Input data Start Marker

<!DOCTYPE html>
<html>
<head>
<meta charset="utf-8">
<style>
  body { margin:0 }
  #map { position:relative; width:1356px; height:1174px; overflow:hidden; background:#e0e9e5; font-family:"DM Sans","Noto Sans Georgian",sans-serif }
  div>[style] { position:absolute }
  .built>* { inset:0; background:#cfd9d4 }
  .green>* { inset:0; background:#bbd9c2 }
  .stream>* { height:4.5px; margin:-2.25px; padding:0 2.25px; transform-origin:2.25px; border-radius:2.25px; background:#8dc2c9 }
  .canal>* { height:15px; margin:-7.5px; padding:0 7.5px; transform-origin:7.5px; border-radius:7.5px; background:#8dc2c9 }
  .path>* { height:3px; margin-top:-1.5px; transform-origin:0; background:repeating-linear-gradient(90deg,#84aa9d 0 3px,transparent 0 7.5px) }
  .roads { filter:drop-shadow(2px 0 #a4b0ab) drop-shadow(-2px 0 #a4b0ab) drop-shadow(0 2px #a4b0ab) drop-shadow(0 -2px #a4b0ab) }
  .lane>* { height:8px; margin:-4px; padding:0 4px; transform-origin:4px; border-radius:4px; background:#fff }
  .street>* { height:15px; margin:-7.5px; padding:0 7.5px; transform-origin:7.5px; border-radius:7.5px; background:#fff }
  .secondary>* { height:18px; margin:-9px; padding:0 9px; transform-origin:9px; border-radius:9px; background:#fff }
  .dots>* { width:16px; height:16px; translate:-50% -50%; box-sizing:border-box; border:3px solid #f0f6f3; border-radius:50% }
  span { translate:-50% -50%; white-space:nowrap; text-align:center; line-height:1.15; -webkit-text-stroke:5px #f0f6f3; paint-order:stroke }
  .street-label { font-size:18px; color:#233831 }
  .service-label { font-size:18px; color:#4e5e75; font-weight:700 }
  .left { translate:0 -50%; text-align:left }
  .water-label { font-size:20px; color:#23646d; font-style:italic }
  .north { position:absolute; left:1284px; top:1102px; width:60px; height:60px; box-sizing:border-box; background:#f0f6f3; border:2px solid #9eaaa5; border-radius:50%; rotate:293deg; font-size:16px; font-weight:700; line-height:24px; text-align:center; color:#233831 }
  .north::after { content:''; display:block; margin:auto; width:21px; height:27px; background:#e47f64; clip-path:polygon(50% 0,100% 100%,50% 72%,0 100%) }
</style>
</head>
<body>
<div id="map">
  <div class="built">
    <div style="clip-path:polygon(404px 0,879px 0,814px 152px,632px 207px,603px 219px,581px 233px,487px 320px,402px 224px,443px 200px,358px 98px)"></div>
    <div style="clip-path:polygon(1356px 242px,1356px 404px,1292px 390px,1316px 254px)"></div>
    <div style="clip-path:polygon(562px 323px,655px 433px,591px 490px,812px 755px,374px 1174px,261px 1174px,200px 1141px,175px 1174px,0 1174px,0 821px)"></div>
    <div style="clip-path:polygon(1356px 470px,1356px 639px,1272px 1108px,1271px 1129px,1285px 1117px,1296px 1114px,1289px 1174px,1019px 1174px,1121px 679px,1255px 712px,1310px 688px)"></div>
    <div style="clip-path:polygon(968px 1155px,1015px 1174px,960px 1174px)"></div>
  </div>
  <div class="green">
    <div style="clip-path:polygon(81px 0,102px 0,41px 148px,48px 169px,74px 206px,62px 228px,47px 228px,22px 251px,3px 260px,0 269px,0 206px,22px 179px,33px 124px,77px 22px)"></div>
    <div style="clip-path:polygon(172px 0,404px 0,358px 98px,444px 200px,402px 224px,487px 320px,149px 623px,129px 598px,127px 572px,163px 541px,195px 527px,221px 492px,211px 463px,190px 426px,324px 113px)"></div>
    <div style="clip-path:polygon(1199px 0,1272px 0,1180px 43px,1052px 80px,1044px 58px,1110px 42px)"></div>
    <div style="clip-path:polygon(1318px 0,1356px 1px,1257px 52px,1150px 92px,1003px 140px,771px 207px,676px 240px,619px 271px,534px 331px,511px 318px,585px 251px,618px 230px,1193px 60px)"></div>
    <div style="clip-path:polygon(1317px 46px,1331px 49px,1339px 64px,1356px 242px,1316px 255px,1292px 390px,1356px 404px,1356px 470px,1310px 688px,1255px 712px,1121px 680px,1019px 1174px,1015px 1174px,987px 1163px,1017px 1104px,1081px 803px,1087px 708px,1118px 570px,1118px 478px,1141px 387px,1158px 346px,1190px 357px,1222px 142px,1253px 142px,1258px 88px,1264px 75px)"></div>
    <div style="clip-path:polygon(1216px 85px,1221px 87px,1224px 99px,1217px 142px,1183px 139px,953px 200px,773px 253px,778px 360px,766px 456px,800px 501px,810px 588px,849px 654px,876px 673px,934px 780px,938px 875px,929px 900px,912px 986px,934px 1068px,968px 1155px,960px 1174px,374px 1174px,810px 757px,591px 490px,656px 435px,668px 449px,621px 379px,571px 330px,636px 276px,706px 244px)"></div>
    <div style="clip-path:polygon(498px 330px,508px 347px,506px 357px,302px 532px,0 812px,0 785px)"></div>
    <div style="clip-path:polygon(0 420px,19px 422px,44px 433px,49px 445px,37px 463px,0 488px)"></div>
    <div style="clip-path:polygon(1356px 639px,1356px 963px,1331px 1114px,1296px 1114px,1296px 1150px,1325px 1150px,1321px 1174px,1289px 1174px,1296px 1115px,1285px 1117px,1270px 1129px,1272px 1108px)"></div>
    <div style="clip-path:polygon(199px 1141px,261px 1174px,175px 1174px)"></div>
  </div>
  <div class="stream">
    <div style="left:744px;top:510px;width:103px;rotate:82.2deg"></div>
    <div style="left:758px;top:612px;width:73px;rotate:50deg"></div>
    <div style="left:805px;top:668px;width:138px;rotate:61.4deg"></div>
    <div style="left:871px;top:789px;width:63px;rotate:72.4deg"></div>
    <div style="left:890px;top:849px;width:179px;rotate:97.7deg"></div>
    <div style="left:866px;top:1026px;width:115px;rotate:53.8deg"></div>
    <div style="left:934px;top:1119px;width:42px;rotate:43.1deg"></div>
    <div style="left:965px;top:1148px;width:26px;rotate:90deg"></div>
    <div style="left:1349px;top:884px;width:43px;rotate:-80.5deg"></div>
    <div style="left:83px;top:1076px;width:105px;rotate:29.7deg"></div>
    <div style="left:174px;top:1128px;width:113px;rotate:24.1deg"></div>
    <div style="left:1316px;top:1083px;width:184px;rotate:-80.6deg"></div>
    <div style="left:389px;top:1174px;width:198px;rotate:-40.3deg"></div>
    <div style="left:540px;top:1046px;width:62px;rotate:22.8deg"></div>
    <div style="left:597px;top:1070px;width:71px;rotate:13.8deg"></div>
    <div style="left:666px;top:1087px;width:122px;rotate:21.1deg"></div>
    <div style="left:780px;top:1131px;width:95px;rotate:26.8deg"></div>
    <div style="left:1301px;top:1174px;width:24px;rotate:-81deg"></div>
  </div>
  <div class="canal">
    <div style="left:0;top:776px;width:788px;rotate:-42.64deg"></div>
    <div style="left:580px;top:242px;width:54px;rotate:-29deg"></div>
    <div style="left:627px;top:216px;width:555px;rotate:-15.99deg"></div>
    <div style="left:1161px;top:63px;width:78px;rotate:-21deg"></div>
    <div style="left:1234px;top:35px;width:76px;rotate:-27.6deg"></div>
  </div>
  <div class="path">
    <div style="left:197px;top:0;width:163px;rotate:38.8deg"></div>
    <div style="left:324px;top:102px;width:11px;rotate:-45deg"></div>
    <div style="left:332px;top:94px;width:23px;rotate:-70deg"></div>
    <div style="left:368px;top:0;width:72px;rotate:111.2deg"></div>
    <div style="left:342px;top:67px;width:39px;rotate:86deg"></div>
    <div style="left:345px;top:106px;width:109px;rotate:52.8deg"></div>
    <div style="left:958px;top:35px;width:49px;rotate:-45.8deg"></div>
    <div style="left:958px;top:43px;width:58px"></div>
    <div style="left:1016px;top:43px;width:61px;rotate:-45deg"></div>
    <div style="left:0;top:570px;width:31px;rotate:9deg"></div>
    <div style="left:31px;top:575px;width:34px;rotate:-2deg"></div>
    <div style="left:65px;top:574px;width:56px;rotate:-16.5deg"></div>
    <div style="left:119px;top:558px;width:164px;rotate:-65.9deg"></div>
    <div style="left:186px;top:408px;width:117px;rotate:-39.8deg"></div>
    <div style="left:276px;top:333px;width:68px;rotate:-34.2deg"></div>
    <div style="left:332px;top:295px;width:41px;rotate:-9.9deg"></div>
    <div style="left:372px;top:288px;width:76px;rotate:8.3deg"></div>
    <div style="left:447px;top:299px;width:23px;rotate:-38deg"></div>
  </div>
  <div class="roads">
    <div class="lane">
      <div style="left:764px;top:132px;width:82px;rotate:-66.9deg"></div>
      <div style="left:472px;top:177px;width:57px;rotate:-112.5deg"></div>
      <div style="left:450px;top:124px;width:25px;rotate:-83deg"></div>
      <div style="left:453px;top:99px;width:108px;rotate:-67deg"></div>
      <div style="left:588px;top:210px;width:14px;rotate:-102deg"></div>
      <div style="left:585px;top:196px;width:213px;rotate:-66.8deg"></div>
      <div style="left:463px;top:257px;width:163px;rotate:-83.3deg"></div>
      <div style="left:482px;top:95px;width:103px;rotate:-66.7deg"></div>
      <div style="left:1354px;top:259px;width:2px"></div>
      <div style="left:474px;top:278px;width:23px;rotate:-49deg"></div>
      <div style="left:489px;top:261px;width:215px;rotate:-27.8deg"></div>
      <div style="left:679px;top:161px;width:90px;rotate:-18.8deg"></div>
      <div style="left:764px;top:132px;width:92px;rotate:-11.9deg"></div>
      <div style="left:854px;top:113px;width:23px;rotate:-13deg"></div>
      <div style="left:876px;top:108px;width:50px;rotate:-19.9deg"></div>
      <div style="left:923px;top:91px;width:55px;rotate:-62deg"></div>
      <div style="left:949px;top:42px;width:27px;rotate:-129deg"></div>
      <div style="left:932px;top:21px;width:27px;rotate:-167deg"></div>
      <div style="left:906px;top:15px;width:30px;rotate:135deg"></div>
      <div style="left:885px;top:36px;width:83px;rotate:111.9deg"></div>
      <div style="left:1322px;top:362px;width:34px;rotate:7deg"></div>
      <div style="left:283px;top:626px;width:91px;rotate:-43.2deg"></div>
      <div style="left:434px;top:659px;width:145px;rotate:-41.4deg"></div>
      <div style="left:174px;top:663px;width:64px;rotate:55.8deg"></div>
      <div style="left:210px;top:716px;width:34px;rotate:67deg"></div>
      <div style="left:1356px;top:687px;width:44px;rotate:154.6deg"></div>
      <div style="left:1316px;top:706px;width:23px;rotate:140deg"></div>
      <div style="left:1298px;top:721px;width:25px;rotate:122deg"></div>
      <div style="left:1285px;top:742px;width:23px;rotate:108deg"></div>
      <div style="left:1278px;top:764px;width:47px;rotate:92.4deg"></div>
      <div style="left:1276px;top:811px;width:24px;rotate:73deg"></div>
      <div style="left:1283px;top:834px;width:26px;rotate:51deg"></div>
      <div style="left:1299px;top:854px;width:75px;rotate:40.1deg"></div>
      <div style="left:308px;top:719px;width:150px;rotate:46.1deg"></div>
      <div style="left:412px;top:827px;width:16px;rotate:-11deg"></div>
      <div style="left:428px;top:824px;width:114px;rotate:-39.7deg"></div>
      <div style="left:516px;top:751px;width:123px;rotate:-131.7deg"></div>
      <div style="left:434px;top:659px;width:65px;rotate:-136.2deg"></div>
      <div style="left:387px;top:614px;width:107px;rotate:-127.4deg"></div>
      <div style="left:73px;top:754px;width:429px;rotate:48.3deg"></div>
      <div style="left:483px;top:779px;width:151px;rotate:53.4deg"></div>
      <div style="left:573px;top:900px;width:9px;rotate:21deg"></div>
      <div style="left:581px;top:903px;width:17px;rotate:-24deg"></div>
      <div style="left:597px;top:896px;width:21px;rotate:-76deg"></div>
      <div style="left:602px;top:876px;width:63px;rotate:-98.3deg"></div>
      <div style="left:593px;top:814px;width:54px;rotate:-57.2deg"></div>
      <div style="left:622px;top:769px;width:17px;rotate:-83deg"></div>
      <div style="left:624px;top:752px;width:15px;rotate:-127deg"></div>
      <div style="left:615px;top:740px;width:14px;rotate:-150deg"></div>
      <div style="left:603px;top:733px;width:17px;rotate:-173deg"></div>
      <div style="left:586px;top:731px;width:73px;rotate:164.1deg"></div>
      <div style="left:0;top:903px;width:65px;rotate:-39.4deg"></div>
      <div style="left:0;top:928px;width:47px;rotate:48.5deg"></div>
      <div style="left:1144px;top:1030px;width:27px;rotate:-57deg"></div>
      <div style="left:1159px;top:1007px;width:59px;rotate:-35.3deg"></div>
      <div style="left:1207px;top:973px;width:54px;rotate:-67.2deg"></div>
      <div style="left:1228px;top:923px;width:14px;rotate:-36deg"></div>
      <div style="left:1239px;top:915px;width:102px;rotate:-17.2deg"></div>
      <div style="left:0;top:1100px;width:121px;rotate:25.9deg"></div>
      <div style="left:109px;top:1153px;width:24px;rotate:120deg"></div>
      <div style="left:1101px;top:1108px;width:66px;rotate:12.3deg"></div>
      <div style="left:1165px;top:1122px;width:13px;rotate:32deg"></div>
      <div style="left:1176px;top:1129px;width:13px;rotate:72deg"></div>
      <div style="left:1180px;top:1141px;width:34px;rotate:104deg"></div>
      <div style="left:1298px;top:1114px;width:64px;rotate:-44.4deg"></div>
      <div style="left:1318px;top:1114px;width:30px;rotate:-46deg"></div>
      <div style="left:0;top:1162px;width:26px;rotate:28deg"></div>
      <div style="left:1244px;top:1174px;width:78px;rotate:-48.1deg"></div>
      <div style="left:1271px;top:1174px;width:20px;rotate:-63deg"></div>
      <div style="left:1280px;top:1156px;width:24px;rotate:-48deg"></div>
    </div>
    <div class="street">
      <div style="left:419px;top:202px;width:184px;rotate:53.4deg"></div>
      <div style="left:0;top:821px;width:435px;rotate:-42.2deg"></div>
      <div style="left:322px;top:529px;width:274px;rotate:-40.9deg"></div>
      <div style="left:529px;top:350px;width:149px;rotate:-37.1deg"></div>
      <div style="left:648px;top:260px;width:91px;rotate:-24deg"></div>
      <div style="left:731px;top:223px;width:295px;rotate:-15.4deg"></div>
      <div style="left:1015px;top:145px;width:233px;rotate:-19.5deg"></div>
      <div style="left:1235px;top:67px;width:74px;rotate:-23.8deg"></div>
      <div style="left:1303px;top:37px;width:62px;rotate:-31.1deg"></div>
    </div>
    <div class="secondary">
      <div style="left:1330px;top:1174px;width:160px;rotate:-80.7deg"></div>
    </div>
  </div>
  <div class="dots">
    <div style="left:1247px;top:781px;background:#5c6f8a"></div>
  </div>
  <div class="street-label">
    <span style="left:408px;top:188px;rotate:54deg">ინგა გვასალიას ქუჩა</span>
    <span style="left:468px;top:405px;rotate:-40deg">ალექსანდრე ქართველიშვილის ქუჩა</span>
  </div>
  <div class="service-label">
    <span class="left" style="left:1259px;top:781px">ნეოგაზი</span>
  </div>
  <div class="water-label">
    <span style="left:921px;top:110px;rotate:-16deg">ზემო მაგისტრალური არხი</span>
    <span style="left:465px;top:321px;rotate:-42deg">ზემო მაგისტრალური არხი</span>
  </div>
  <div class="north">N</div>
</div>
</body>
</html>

Input data End Marker

Exercise instructions - Filter the entries down to the lines with the word "stream" in them.

Exercise answer -
  .stream>* { height:4.5px; margin:-2.25px; padding:0 2.25px; transform-origin:2.25px; border-radius:2.25px; background:#8dc2c9 }
  <div class="stream">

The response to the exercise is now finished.